Onboarding Steps

Bluesky continuously monitors your Snowflake environment, surfacing insight into workloads, performance, bottlenecks and more. Unlike simplistic visibility tools & dashboards or point solutions for query acceleration and warehouse optimization, Bluesky synthesizes signals from multiple layers (query, warehouse, storage, serverless) to deliver visibility into spend and performance, then provides actionable recommendations to remediate crucial performance-related activities.

Summary

Bluesky connects to Snowflake via the Snowflake Database which contains metadata like historical queries, usage metrics, organizations and accounts. Bluesky uses such metadata to analyze underlying workloads, provide granular reporting, and provide efficiency optimization suggestions to improve performance and ROI of Snowflake.

Bluesky requires read-only access to the Snowflake Database and thus, will not be able to mutate any data in it. Bluesky requires no access to the actual business data (e.g. tables, materialized view, schema) in your Snowflake instance. 

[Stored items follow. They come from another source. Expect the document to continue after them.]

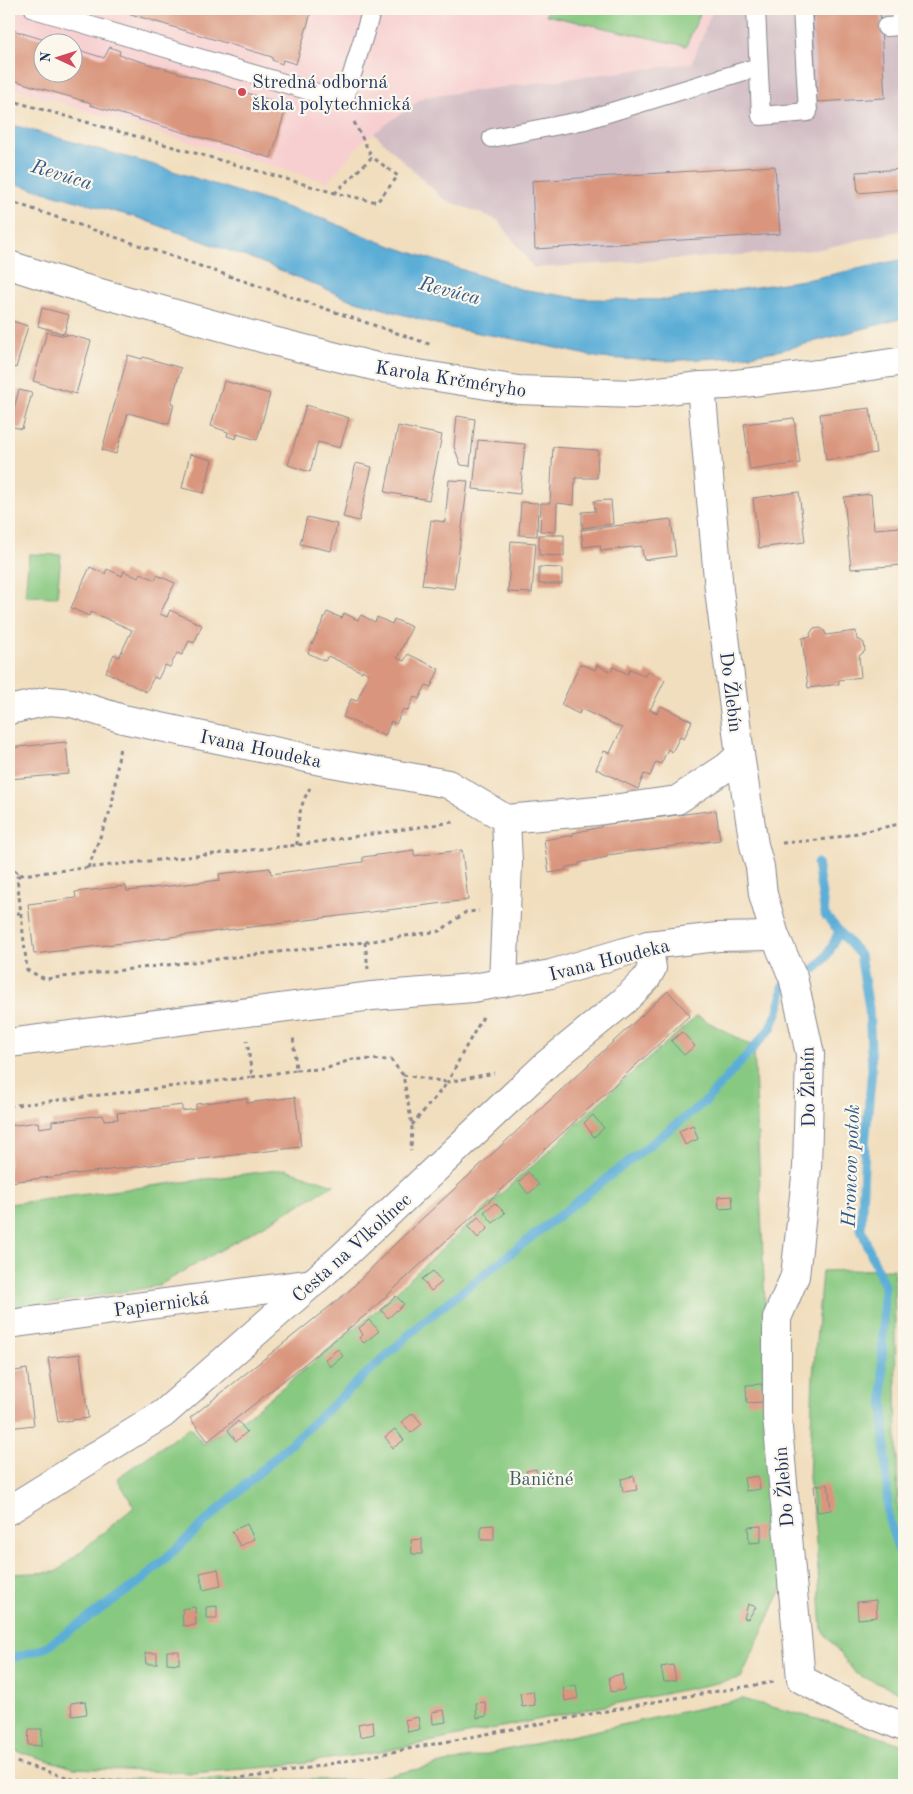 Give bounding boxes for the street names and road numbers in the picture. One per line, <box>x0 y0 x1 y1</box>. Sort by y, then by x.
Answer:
street label: Karola Krčméryho <box>374 359 527 402</box>
street label: Do Žlebín <box>715 650 748 734</box>
street label: Ivana Houdeka <box>198 728 324 773</box>
street label: Ivana Houdeka <box>547 937 673 986</box>
street label: Do Žlebín <box>795 1046 820 1128</box>
street label: Cesta na Vlkolínec <box>290 1191 416 1307</box>
street label: Papiernická <box>113 1289 211 1322</box>
street label: Do Žlebín <box>769 1446 798 1528</box>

Built with Security in Mind

Bluesky pulls Snowflake metadata from your instance via an Airbyte process. Metadata is stored and analyzed in  Bluesky's multi-tenant Snowflake instance where each customer's data is logically separated. The Bluesky platform is fully SOC-2 compliant.

By default, Bluesky does not have read or write access to any of the customer's data that is stored in Snowflake. This access is tightly controlled during the onboarding process where customers create a new user for Bluesky with an extremely limited set of permissions.

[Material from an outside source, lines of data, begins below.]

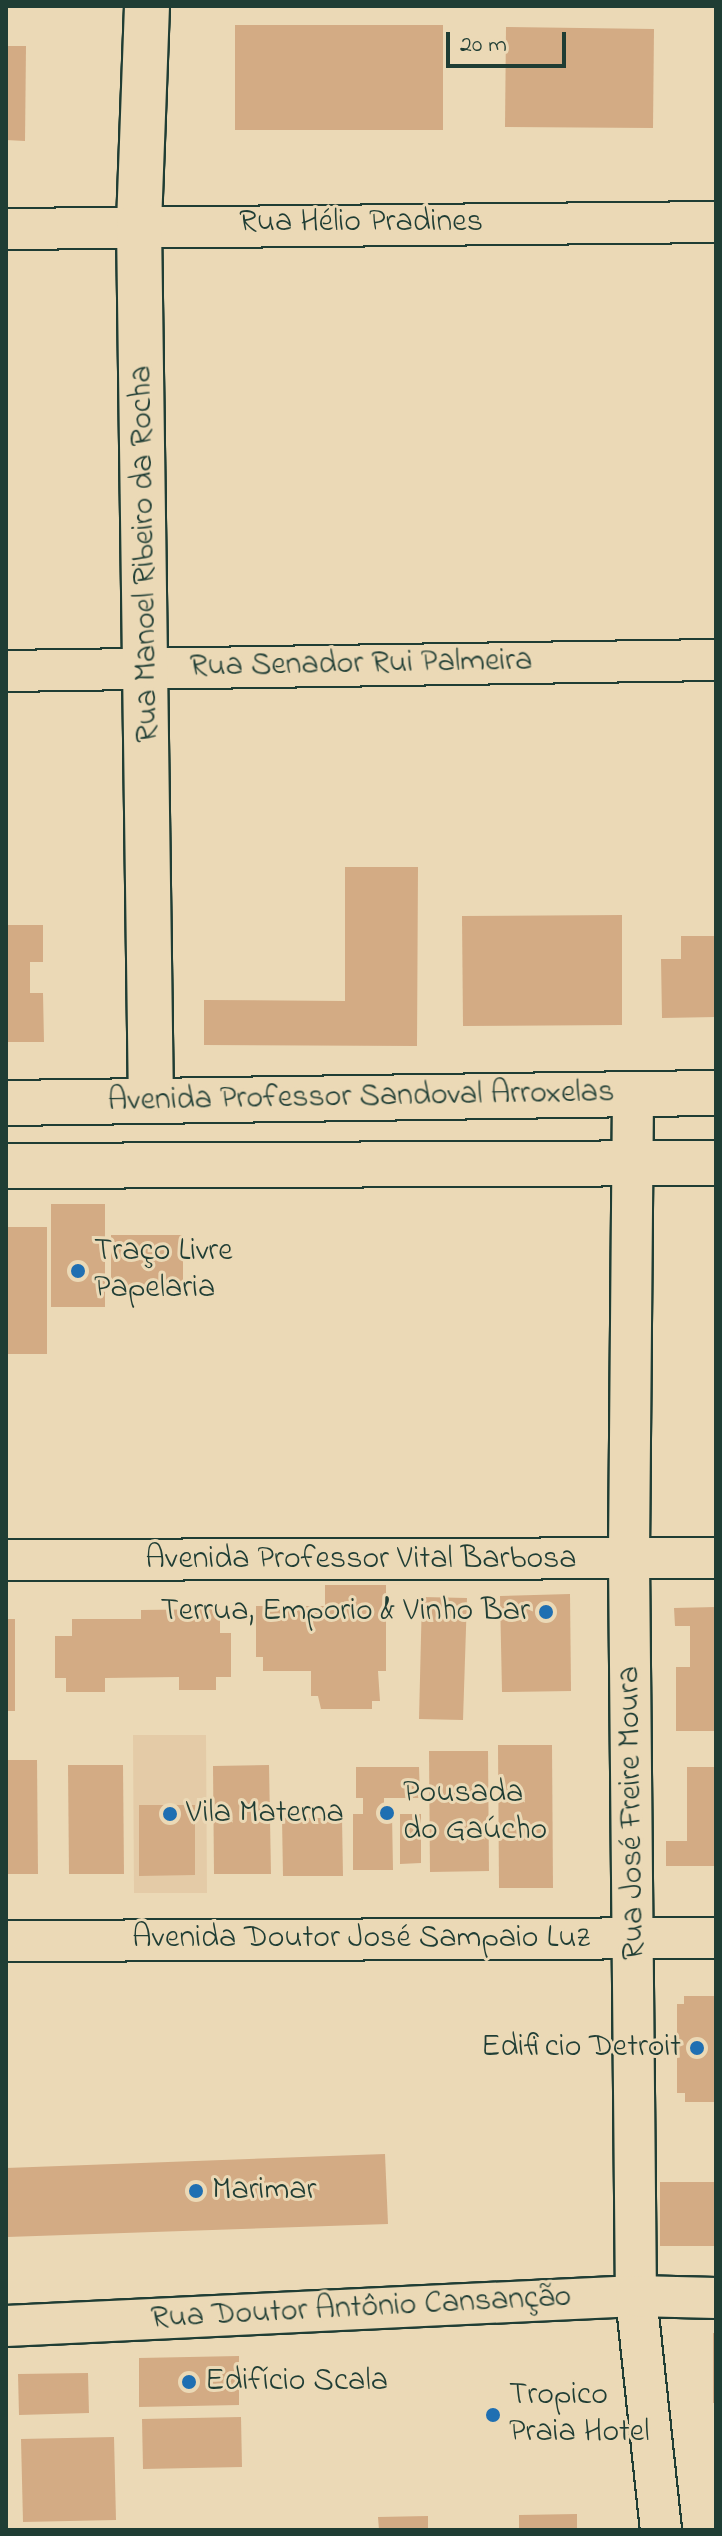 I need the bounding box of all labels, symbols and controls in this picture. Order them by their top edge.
scale bar [450,16,570,66]
text: 20 m [460,28,507,63]
street label: Rua Hélio Pradines [239,204,483,242]
street label: Rua Manoel Ribeiro da Rocha [124,365,168,743]
street label: Rua Senador Rui Palmeira [189,643,533,687]
street label: Avenida Professor Sandoval Arroxelas [107,1074,615,1122]
place label: Traço Livre Papelaria [94,1234,233,1309]
marker: Traço Livre Papelaria [69,1262,87,1280]
street label: Avenida Professor Vital Barbosa [145,1541,577,1579]
place label: Terrua, Emporio & Vinho Bar [161,1593,530,1631]
marker: Terrua, Emporio & Vinho Bar [537,1603,555,1621]
street label: Rua José Freire Moura [611,1666,655,1960]
place label: Pousada do Gaúcho [403,1776,547,1851]
place label: Vila Materna [186,1795,344,1833]
marker: Pousada do Gaúcho [378,1804,396,1822]
marker: Vila Materna [161,1805,179,1823]
street label: Avenida Doutor José Sampaio Luz [132,1920,590,1958]
place label: Edificio Detroit [481,2029,681,2067]
marker: Edificio Detroit [688,2039,706,2057]
place label: Marimar [212,2172,316,2210]
marker: Marimar [187,2182,205,2200]
street label: Rua Doutor Antônio Cansanção [150,2279,572,2339]
place label: Edifício Scala [205,2363,388,2401]
marker: Edifício Scala [180,2373,198,2391]
place label: Tropico Praia Hotel [509,2378,650,2453]
marker: Tropico Praia Hotel [484,2406,502,2424]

Bluesky goes further than most tools when it comes to privacy. We have developed an opt-in feature that checks to make sure there is no identifiable data in the query text. All such data is scrubbed on the customer side never transmitted outside the account.

Bluesky does not process any of your data. It only has read-only access to your Snowflake warehouses. Bluesky data is also encrypted both in transit and at rest. The following instructions describe how to create a read-only user with the appropriate level of access. The steps needed to create this user must be completed by a user with the AccountAdmin role.

Set Up Instructions

In the following script, we will use the Snowflake admin role to create a user and a role for Bluesky with minimal privileges. The reason why we’re using the accountadmin role is because it’s the only role that can provide the Snowflake metadata which Bluesky reads to provide its analysis. The only thing that the Bluesky user will be able to do is read usage data. You will be able to track all the activity of the Bluesky user in the Snowflake UI and in the query history.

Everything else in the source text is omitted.